It’s somebody else’s wedding (thank god). You breathe a sigh of relief and seat yourself in an inconspicuous corner, hoping to spend the three days of wedding celebrations in oblivion. But deep in your heart you know it’s next to impossible, since you are in your mid twenties and- horror of horrors- SINGLE. Somewhere your mother is conspiring with your aunt to find you a “nice boy”.
Unfortunately for you and other South Asian single women and men, weddings are seen to be ripe opportunistic sites to hook up one’s single sons and daughters.

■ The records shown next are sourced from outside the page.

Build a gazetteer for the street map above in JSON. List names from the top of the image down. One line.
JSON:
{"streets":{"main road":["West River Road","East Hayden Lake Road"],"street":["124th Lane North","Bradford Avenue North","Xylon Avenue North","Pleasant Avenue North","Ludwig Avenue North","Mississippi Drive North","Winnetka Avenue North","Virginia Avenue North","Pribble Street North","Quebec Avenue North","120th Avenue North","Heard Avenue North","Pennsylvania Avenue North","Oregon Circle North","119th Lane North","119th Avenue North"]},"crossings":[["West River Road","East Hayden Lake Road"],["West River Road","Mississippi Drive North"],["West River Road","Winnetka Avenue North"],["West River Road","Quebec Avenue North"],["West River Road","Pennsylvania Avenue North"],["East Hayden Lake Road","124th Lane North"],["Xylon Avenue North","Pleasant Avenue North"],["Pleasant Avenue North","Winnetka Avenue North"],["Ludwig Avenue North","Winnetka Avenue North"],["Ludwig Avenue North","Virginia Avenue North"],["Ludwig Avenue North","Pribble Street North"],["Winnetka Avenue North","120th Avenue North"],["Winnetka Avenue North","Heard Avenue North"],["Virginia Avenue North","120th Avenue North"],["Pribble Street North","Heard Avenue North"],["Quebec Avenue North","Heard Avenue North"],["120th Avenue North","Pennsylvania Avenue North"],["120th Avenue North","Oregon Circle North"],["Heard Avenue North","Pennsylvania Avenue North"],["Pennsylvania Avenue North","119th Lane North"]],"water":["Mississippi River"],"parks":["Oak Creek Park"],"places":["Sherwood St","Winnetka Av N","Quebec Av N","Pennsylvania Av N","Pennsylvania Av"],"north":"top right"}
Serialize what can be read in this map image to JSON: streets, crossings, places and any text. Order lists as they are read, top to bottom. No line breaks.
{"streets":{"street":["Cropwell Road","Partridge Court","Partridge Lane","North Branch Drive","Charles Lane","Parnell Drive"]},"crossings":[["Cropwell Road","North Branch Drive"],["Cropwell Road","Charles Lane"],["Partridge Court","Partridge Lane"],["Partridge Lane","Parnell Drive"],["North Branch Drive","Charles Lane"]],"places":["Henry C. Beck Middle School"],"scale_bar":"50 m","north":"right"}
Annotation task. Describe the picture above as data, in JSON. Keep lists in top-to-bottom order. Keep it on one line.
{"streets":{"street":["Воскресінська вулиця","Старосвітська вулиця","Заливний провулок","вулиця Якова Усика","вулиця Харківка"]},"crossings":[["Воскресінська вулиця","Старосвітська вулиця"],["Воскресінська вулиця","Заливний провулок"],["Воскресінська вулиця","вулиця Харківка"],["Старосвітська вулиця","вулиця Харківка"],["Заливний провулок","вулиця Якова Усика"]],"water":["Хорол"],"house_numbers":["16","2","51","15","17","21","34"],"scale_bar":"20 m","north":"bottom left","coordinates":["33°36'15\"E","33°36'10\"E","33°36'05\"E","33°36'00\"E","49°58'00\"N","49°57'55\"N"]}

How typically Bollywood.
Imagine this: Boy and girl fall in love over the span of three days where he courts her through sangeet (he sings to her, of course), wedding (eyes meet over the sacred fire and play teasing games) and reception (where they end up dancing together and- in an ideal world- exchanging facebook contacts).
In the real world, aunties and uncles hope to latch onto the next eligible (and hopefully, available) bachelor for their daughter/niece/friend’s daughter/friend’s sister’s cousin’s daughter in India (the combinations are countless).
As it happened to my friend’s cousin, who had come over from New Jersey with his family to attend the wedding.
The aunties and uncles: “Are you single?” (I swear they said this in a chorus)
The single cousin: “Yes, I am happily single and intend to remain this way for as long as possible.”
The aunties and uncles: “But why? You should not think like that!”
Embarrassed nervous laughter from single cousin.
Personally, I am happy enjoying the eye-candy. So when the bride’s mother asked me if I was going to be next, I smiled carefully and said, “We’ll see, won’t we?”